I spent some time thinking about writing a Linux font management tool that can inspect all fonts in a given directory and preview them (like gfontview, which appears to be defunct unfortunately) and also enable/disable sets of fonts, probably by linking them into ~/.fonts and running the fc-cache program. There are some bits missing, but I think I can begin to see how to get something HIGgish. One rather hackish approach is to copy ~/fonts.conf and add an entry for ".", so that the installer can examine the current directory; I want to use the same rendering routines for installed and non-installed fonts, of course.
A danger is that badly formed fonts can cause weird problems - e.g. I found the "save as" dialogue not working in gtk programs a day or two ago, and it seemed to be because of a bad TrueType font.
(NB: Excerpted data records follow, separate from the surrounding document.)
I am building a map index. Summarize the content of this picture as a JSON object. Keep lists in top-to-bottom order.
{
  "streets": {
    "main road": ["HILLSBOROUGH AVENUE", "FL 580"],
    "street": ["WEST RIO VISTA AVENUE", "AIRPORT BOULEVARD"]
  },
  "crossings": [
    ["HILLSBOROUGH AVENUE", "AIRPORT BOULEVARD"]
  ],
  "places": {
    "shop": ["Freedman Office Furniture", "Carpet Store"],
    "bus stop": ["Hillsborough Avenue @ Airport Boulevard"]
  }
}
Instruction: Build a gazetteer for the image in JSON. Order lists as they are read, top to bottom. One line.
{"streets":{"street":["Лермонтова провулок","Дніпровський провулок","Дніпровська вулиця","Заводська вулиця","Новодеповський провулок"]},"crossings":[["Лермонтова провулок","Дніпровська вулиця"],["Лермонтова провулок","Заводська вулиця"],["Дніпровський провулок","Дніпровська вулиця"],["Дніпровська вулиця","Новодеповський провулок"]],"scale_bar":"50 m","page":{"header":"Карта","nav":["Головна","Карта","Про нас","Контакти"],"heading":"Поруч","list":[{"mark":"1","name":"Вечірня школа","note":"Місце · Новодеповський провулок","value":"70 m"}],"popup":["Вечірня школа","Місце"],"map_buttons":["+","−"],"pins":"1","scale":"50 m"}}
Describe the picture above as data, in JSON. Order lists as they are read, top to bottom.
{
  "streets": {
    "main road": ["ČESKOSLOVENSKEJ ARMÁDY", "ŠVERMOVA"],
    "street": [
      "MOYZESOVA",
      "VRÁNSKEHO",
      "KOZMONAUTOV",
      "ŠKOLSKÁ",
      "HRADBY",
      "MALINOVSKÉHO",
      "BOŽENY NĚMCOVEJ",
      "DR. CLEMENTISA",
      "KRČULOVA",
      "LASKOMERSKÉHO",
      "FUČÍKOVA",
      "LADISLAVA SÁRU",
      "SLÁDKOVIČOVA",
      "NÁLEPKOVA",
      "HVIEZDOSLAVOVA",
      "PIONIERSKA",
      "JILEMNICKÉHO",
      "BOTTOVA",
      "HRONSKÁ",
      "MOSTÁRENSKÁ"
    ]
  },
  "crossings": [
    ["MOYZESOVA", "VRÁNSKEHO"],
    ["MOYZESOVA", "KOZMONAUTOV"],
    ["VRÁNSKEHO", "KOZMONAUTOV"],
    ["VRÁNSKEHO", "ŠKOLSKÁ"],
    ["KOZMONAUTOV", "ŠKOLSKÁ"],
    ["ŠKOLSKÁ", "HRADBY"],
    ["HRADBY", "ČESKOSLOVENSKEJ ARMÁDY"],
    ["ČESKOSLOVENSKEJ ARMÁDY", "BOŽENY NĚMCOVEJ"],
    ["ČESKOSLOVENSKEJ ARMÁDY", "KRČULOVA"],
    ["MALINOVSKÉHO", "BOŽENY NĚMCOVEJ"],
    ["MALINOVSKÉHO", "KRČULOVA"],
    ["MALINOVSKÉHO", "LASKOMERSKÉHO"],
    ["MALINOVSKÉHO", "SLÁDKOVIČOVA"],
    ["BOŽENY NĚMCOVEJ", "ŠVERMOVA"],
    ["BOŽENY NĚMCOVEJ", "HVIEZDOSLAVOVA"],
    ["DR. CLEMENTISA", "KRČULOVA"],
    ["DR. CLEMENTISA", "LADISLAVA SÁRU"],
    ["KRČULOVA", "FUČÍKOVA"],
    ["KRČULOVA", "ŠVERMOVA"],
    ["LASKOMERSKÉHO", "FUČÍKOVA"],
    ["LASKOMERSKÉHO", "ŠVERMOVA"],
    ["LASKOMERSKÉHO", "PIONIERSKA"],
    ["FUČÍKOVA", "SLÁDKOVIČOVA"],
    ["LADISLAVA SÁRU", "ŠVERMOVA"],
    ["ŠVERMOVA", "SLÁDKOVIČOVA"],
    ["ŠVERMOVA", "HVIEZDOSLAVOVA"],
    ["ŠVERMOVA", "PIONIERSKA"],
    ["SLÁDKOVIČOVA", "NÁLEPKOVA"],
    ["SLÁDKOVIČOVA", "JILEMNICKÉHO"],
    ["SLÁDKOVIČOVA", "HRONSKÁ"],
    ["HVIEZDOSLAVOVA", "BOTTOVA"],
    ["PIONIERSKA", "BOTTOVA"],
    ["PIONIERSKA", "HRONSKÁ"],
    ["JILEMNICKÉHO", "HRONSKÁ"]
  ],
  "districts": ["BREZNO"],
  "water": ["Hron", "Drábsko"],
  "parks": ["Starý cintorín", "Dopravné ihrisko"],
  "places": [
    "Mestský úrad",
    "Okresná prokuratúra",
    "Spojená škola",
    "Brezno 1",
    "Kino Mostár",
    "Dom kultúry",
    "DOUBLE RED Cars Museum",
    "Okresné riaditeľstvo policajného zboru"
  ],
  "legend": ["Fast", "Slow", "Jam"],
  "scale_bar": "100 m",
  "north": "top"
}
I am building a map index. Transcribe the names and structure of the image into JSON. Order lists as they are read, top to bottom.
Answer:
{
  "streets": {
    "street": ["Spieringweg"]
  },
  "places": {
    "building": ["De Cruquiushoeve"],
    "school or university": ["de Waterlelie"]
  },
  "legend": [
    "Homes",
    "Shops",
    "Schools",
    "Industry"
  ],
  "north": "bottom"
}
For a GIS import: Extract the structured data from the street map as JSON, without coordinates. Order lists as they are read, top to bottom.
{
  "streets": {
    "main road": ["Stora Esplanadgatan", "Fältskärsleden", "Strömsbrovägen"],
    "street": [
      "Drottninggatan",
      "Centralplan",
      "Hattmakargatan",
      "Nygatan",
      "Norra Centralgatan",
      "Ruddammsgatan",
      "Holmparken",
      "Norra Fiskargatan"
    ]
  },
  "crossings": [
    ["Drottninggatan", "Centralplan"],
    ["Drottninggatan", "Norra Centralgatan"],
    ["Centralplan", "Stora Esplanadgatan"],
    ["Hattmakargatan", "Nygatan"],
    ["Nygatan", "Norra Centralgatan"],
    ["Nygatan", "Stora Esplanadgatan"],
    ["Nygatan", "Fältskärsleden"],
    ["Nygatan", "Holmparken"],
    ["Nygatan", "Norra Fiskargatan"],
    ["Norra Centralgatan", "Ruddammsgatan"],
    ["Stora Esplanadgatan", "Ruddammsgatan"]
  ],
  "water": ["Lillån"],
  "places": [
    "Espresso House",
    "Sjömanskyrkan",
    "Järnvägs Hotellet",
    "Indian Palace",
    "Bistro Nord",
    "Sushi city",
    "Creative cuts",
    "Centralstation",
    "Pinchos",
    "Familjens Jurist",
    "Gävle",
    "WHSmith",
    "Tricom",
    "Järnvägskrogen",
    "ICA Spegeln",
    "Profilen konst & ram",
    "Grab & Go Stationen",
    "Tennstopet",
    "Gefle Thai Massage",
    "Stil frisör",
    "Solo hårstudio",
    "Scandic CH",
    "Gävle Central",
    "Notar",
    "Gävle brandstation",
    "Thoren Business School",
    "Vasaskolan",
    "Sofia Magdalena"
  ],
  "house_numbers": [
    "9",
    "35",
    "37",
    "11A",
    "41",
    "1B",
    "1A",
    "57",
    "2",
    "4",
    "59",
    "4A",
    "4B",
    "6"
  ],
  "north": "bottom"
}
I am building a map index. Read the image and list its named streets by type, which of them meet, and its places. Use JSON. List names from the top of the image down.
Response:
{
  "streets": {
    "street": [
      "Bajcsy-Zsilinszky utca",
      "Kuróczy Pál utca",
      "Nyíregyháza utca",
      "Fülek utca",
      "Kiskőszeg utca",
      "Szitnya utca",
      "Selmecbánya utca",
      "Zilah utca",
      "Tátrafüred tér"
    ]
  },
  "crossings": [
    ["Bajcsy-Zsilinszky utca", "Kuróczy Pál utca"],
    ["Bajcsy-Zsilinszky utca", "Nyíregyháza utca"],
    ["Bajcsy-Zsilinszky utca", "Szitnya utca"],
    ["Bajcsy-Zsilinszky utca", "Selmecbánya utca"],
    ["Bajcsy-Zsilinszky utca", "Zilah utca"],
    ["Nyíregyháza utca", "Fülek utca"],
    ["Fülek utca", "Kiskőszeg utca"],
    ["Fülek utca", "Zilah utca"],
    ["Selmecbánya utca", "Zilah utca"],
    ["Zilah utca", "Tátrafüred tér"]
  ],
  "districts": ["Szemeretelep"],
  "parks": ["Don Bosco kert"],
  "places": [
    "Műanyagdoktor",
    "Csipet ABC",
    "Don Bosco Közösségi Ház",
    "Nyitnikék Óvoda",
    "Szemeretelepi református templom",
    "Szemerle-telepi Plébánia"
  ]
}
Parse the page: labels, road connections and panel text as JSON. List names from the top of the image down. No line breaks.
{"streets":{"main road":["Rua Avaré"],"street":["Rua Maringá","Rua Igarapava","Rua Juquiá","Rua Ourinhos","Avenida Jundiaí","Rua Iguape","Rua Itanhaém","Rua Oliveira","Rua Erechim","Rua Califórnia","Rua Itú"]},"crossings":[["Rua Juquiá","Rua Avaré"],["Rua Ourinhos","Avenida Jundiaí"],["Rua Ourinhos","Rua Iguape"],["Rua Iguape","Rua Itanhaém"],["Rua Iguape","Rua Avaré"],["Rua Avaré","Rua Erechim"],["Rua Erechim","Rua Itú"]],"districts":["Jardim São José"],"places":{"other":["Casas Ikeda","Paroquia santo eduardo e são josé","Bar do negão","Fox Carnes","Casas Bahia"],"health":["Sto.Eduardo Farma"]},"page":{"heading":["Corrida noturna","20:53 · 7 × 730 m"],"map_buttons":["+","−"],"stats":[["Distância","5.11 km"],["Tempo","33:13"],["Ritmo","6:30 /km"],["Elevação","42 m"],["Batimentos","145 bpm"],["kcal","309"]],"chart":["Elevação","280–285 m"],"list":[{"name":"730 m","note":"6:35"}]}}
Also thought about what it would take to add some XPath support to my text retrieval package, but came to the same conclusion I did last time I thought abuot this: it would take more time than I have available for hacking on it, unfortunately.
I wonder if the people doing SVG drawing tools have looked at Visual Thought? This was a vastly overpriced diagramming tool for Solaris, and also available for Windows. You can download it for free now, although it's still closed source. I used to like its connection smarts as I recall.
On a rather different topic, I finaly decided to make public a Web page that I made a year or two ago, One In Christ, about tolerance. It also has the Sponsored Bible: what would it be like it corporations could sponsor words and phrases in religious texts? It's actually slightly scary.